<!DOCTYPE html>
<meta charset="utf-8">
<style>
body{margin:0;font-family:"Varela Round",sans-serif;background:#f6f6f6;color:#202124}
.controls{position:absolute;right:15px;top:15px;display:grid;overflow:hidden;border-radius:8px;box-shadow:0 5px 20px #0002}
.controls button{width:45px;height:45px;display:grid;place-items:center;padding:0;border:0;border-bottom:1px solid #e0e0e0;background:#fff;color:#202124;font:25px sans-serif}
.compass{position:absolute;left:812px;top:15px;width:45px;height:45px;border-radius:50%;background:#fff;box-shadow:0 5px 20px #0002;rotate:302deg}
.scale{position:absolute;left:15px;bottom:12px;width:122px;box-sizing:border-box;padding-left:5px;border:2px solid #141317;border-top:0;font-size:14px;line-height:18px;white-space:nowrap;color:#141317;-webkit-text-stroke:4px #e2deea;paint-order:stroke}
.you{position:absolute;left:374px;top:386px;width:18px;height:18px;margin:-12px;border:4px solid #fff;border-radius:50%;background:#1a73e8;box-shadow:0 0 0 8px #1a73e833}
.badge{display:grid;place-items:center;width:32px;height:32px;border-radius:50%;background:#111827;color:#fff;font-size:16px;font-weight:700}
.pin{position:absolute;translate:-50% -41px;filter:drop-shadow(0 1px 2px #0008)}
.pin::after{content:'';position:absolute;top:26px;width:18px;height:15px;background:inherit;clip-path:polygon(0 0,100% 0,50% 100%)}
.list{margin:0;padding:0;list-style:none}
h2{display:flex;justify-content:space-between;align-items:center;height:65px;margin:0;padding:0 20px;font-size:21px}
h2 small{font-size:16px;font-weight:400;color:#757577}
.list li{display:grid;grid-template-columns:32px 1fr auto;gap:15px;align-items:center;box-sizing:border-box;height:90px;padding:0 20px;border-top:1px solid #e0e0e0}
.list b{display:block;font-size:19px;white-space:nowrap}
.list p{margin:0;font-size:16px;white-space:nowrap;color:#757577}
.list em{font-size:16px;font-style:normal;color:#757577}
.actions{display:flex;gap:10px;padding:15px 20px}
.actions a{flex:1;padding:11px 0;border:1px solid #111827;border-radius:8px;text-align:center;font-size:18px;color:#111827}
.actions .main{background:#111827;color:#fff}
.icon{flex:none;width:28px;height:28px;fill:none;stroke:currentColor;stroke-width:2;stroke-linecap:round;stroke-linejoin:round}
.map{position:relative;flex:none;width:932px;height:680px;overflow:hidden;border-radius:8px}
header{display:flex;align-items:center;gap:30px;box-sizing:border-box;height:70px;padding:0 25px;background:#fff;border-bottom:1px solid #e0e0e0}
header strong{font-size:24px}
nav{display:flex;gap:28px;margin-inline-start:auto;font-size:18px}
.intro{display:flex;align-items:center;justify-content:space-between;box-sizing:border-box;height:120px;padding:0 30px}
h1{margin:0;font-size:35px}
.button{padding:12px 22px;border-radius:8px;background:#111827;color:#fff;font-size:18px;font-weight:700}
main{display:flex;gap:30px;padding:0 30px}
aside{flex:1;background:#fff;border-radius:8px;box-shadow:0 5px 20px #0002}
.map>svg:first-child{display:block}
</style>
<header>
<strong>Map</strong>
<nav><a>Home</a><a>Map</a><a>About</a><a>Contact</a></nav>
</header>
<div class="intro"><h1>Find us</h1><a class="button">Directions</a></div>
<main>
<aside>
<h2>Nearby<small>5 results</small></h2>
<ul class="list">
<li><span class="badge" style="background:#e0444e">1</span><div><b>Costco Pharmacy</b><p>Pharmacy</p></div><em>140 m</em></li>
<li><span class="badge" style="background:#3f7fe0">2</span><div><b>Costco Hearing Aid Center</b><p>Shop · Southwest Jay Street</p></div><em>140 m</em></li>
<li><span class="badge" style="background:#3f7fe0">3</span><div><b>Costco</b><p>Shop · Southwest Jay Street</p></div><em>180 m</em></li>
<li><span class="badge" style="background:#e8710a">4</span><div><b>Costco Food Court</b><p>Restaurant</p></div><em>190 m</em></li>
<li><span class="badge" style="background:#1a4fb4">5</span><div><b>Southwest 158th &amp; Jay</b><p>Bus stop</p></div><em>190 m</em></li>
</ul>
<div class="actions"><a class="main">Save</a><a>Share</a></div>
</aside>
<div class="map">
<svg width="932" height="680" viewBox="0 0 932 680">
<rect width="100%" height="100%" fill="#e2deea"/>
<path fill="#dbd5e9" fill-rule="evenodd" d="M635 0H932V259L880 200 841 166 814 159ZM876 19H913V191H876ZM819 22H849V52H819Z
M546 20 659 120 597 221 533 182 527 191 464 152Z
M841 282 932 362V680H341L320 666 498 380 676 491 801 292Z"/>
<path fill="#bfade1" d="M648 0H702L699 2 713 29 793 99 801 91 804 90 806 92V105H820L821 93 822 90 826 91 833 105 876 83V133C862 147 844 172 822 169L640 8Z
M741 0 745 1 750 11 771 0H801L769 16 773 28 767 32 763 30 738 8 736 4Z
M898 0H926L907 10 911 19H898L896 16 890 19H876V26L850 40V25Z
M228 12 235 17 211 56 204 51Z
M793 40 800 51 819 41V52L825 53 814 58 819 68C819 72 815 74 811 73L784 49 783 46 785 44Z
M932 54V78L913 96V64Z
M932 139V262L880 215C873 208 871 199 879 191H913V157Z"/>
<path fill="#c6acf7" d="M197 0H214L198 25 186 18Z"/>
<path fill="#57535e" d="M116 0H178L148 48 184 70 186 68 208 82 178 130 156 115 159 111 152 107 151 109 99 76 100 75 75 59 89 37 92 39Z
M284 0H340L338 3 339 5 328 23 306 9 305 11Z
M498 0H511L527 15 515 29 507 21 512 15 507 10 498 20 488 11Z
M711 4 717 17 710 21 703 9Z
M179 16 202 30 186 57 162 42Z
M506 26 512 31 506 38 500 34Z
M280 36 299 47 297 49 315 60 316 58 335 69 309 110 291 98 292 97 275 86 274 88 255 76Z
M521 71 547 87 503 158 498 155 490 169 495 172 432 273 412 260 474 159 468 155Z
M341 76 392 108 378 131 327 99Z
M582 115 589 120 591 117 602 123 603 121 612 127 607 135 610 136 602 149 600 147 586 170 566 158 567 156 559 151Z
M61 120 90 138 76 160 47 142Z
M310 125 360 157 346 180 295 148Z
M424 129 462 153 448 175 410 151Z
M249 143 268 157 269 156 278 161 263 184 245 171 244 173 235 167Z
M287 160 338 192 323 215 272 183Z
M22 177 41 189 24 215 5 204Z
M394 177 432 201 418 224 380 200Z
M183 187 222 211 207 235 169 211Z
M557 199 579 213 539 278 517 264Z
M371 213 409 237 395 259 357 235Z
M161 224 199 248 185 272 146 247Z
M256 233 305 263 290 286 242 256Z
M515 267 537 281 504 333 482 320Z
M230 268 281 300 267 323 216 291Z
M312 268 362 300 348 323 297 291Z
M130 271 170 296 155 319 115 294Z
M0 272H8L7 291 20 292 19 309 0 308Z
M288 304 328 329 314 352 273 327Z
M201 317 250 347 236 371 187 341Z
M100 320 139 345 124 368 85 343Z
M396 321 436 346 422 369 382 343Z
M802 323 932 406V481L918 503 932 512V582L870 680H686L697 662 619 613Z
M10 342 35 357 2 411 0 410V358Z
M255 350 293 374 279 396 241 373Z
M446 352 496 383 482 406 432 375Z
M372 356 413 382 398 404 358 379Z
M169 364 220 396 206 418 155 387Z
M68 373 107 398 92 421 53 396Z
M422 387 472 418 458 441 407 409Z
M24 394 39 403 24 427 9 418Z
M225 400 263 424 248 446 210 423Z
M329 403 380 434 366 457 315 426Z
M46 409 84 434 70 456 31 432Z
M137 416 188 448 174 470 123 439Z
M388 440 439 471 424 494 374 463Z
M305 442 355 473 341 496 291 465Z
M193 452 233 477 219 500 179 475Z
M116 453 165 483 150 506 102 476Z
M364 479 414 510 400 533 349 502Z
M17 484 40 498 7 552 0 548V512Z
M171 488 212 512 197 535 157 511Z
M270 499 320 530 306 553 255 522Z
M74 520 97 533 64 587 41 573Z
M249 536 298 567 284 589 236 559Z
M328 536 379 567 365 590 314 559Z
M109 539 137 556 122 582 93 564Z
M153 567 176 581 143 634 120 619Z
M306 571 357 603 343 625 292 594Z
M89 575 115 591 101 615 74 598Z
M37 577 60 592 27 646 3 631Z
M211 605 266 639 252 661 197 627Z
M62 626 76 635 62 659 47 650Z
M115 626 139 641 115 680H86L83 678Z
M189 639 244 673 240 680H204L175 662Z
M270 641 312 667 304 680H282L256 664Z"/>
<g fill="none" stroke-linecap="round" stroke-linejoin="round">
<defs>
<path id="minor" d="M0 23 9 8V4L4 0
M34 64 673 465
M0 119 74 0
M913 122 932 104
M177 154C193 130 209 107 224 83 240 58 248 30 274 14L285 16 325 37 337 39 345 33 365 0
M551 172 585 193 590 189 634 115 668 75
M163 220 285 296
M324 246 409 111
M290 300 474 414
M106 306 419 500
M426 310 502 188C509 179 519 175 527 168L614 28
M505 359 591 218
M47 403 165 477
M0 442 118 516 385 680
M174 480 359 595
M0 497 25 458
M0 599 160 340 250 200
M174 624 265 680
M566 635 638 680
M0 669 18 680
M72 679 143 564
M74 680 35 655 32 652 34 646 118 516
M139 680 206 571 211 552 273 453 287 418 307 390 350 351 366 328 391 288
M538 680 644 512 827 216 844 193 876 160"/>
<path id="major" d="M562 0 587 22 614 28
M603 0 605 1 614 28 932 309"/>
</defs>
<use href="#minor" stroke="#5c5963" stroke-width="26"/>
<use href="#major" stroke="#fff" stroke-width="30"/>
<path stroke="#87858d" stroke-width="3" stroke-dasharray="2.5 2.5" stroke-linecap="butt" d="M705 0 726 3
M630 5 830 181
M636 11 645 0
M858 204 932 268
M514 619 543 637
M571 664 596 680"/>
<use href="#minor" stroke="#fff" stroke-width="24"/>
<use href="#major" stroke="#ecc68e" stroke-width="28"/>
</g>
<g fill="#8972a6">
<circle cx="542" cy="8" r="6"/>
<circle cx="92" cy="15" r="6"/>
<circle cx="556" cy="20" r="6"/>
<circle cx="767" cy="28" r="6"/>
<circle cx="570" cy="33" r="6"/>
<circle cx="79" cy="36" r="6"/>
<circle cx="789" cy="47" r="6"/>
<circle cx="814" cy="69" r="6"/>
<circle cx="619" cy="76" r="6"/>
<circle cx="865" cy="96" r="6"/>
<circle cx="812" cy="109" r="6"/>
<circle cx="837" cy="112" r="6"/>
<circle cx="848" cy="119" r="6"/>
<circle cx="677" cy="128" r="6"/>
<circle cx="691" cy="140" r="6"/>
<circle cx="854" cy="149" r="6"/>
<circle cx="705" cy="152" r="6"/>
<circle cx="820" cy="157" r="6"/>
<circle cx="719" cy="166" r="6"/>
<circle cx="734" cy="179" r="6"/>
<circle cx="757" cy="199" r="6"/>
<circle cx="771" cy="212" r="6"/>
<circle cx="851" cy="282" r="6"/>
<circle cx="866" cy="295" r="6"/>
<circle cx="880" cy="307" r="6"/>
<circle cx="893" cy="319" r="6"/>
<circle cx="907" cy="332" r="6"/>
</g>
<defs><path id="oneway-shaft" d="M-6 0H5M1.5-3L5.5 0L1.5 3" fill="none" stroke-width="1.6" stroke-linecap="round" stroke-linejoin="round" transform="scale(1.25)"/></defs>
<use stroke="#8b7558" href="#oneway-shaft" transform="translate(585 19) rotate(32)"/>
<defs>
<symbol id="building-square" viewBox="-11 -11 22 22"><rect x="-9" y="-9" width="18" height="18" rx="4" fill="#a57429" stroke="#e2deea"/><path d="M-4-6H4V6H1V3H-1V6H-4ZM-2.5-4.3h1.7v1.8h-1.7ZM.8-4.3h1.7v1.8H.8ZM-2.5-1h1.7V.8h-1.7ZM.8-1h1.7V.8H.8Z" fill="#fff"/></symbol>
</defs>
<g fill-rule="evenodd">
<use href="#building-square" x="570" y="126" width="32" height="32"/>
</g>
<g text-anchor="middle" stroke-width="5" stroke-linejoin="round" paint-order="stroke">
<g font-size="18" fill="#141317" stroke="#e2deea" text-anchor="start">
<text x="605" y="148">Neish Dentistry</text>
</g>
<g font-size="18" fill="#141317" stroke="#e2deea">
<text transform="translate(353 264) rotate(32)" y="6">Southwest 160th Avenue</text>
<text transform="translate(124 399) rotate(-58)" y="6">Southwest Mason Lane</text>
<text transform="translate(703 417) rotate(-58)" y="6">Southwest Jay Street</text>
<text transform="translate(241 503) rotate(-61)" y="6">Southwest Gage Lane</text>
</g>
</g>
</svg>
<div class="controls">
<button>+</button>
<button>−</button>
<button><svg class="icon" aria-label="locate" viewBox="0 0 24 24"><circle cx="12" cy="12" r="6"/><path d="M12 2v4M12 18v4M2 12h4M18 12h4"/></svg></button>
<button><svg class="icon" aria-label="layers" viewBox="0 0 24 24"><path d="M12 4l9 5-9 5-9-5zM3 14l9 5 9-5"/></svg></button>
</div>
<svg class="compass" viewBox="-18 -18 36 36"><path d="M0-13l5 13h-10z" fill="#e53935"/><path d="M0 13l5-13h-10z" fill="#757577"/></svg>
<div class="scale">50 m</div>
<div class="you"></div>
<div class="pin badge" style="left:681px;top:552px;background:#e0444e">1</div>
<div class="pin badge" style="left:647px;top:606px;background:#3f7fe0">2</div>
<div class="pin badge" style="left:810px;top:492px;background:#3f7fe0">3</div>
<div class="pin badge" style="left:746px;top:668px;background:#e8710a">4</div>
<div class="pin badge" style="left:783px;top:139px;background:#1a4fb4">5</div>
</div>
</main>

━━━━━━━━━━━━━━━━━━━━━━━━━━━━━━

◆ Exercise brief ◆
Filter the records above for lines containing the word "list", and copy those lines.

◆ Exercise response ◆
.list{margin:0;padding:0;list-style:none}
.list li{display:grid;grid-template-columns:32px 1fr auto;gap:15px;align-items:center;box-sizing:border-box;height:90px;padding:0 20px;border-top:1px solid #e0e0e0}
.list b{display:block;font-size:19px;white-space:nowrap}
.list p{margin:0;font-size:16px;white-space:nowrap;color:#757577}
.list em{font-size:16px;font-style:normal;color:#757577}
<ul class="list">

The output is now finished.